Samoa has numerous “blowholes” (lava tubes open to the sea where wave action produces, often spectacular, geysers). These blowholes are popular tourist attractions. The footing around the mouths of most blowholes is very slippery. To avoid being swept in, visitors should not approach too closely and should never stand between the opening of the blowhole and the sea.

Snorkeling and diving in ocean lagoons is a popular activity for many visitors to Samoa. Tide changes can produce powerful currents in these lagoons.

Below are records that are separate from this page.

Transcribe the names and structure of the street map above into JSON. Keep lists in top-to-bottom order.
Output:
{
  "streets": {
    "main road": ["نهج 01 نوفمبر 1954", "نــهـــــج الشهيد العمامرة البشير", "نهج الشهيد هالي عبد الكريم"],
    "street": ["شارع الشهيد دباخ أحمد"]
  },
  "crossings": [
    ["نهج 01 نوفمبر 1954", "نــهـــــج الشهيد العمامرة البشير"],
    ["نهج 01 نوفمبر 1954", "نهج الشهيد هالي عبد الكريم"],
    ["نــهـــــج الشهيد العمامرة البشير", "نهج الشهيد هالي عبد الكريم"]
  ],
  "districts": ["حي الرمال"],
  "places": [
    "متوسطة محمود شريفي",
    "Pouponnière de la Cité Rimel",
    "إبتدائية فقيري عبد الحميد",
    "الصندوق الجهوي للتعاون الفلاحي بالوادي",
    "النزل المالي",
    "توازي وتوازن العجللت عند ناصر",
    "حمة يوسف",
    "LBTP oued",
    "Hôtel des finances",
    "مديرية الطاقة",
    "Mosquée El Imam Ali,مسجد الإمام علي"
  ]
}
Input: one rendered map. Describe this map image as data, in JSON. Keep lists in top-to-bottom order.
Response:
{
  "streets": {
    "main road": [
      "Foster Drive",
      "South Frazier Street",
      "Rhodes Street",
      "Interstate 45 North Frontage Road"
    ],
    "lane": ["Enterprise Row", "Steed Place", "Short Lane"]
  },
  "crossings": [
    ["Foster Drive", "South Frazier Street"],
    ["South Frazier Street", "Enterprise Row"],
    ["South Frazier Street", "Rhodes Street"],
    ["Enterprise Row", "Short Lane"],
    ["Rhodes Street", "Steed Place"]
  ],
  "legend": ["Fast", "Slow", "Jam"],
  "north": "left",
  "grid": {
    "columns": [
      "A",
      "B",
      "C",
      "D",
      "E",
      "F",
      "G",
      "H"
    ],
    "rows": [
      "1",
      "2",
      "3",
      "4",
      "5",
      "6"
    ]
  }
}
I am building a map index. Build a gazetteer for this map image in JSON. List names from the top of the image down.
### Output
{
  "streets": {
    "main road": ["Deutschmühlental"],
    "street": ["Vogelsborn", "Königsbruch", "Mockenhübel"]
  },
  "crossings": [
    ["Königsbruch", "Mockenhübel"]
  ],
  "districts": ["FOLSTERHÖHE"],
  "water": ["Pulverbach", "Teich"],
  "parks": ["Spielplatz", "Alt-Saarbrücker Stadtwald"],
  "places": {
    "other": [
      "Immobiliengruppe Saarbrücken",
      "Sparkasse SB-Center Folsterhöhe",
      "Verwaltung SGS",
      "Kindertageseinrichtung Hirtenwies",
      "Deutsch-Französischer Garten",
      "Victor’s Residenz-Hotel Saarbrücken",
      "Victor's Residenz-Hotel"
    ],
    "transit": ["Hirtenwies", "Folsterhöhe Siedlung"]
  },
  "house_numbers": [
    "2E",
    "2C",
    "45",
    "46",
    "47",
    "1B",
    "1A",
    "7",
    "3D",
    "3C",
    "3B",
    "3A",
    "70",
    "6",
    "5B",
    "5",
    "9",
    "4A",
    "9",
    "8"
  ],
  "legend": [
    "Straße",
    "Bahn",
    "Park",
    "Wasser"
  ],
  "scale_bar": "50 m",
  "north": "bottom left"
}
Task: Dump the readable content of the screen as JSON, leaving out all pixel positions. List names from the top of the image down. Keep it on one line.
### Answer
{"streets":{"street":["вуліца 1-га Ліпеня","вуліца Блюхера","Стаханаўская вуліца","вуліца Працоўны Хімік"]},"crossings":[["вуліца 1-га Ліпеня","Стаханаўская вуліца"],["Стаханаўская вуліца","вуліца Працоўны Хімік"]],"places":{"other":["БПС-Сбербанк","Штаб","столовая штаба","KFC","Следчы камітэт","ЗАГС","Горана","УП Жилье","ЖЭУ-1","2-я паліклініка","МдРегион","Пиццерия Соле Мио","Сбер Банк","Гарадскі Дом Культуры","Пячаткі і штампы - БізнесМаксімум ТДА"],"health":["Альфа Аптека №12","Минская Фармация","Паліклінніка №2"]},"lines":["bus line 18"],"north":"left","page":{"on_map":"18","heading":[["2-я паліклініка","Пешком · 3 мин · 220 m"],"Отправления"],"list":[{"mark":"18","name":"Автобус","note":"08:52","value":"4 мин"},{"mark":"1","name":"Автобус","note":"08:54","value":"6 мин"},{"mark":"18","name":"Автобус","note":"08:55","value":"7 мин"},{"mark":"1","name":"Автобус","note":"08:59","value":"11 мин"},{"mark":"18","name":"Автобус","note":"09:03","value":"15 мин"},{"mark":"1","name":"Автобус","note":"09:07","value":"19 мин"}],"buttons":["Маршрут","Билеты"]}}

Visitors are encouraged to consult local residents and tour operators about hazards and conditions at a particular location before venturing into the water.

For the latest security information, Americans traveling abroad should regularly monitor the Department of State, Bureau of Consular Affairs’ web site at http://travel.state.gov, where the current Travel Warnings and Travel Alerts, as well as the Worldwide Caution, can be found.

Up-to-date information on safety and security can also be obtained by calling 1-888-407-4747 toll free in the U.S. and Canada, or for callers outside the U.S. and Canada, a regular toll-line at 1-202-501-4444. These numbers are available from 8:00 a.m. to 8:00 p.m. Eastern Time, Monday through Friday (except U.S. federal holidays).

The Department of State urges American citizens to take responsibility for their own personal security while traveling overseas. For general information about appropriate measures travelers can take to protect themselves in an overseas environment, see the Department of State’s pamphlet A Safe Trip Abroad.

CRIME:
Overall, Samoa is considered a low threat environment. Nevertheless, visitors should remain aware of their surroundings, lock their doors at night, and not leave their belongings unattended. Incidents of petty theft/robberies of personal effects are common. Some such incidents have involved residential break-ins. While rare, violent assaults, including sexual assaults have occurred in Samoa. No specific groups have been targeted, nor have there been any racially motivated or hate crimes against Americans. Police responsiveness in Apia is generally good. Because of the very limited police presence elsewhere in Samoa (where order is maintained primarily by local village authorities), police responsiveness elsewhere is problematic.

INFORMATION FOR VICTIMS OF CRIME:
The loss or theft abroad of a U.S. passport should be reported immediately to the local police and the nearest U.S. Embassy or Consulate. If you are the victim of a crime while overseas, in addition to reporting to local police, please contact the nearest U.S. Embassy or Consulate for assistance. The Embassy/Consulate staff can, for example, assist you to find appropriate medical care, contact family members or friends and explain how funds could be transferred. Although the investigation and prosecution of the crime is solely the responsibility of local authorities, consular officers can help you to understand the local criminal justice process and to find an attorney if needed.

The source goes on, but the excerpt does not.